= Del Flanagan =

American boxer

Del Flanagan (November 6, 1928 – December 26, 2003) was a middleweight professional boxer from Minnesota, USA.

==Personal life==
Flanagan was a native of St Paul. He and his brother Glen were known as the Fighting Flanagan Brothers. Both have been inducted into the World Boxing Hall of Fame and Minnesota boxing hall of fame joining the Gibbons brothers, Mike and Tommy, also from Saint Paul.

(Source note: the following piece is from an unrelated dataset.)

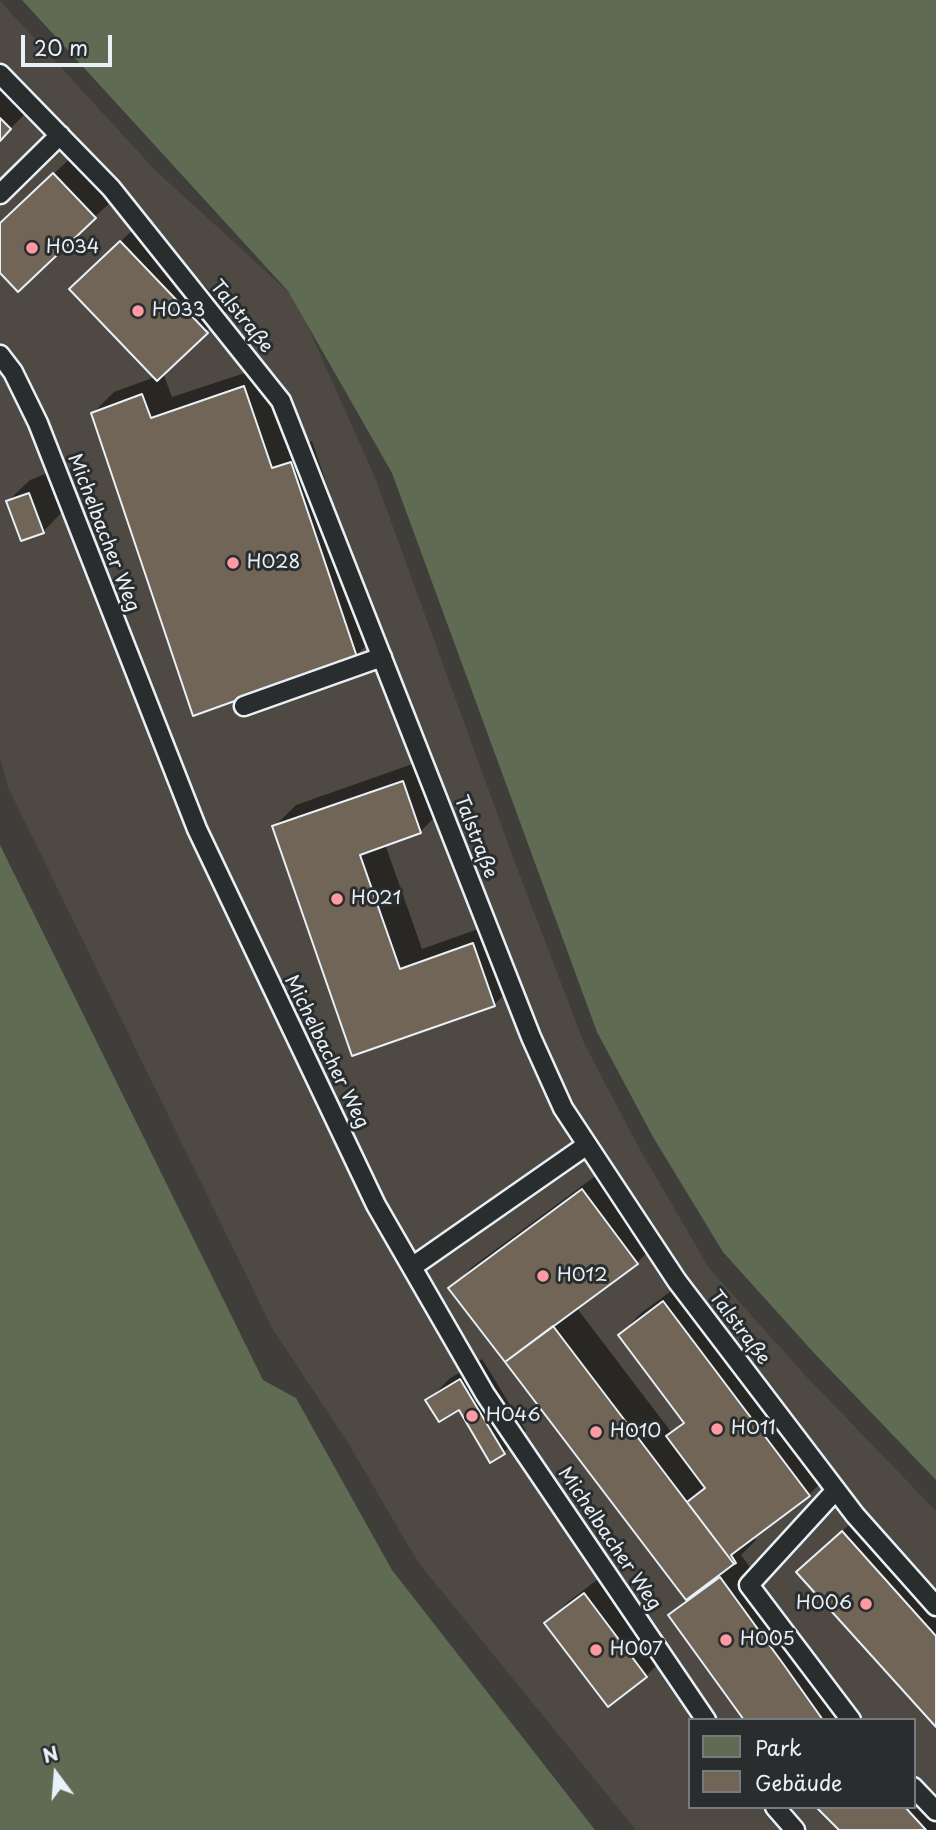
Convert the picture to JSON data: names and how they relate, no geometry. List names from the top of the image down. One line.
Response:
{"streets":{"lane":["Talstraße","Michelbacher Weg"]},"places":["H034","H033","H028","H021","H012","H046","H011","H010","H006","H005","H007"],"legend":["Park","Gebäude"],"scale_bar":"20 m","north":"top"}
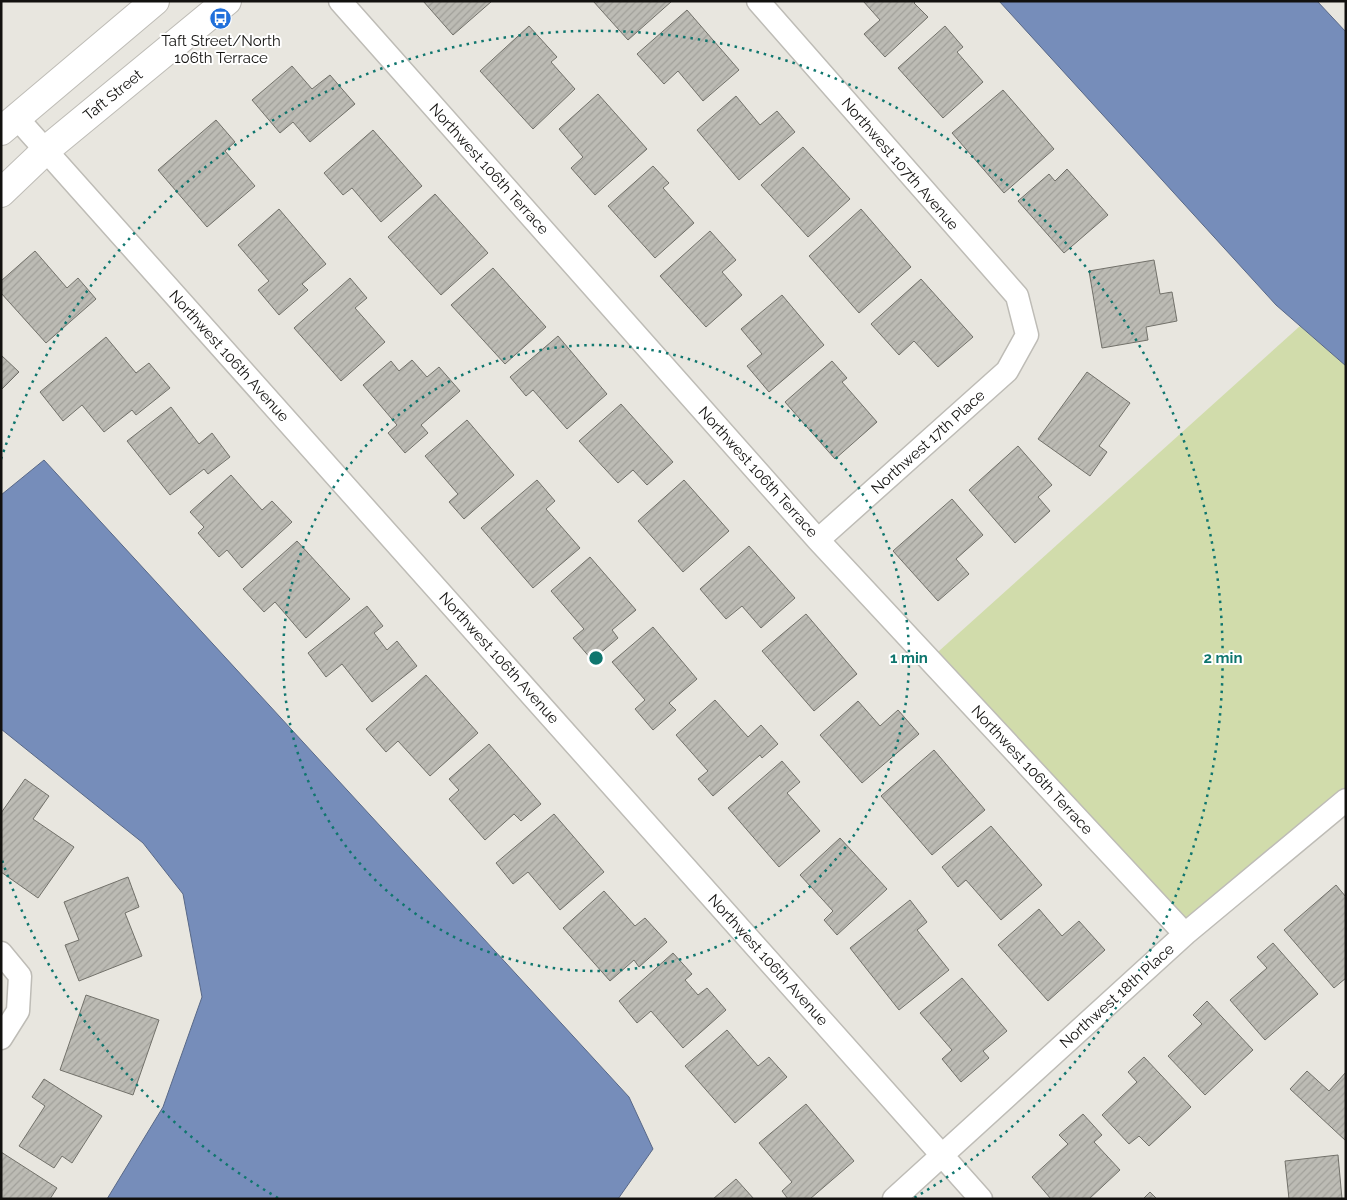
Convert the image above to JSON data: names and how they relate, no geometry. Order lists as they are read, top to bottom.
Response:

==Professional boxing career==
Flanagan began his career with 40 straight wins before drawing with Johnny De Fazio in March 1950. He remained undefeated until his 53rd fight, a loss to Tommy Campbell in June 1951. On April 11, 1952, Flanagan upset Arthur King via 10 round unanimous decision. By the end of his career Flanagan had amassed an impressive record of 105 wins (38 by knockout) and 22 losses, with 2 draws. Before it was over he had fought such big names as Tim Dalton, Johnny DeFazio, Sandy Saddler, Jackie Graves, Beau Jack, Tommy Campbell, Jimmy Carter, Arthur King, Willie Pastrano, Johnny Saxton, Gene Fullmer, Kid Gavilán, Joey Giardello and Duane Horsman. His highest ranking was #2 during the 1950s, but he never had a title shot.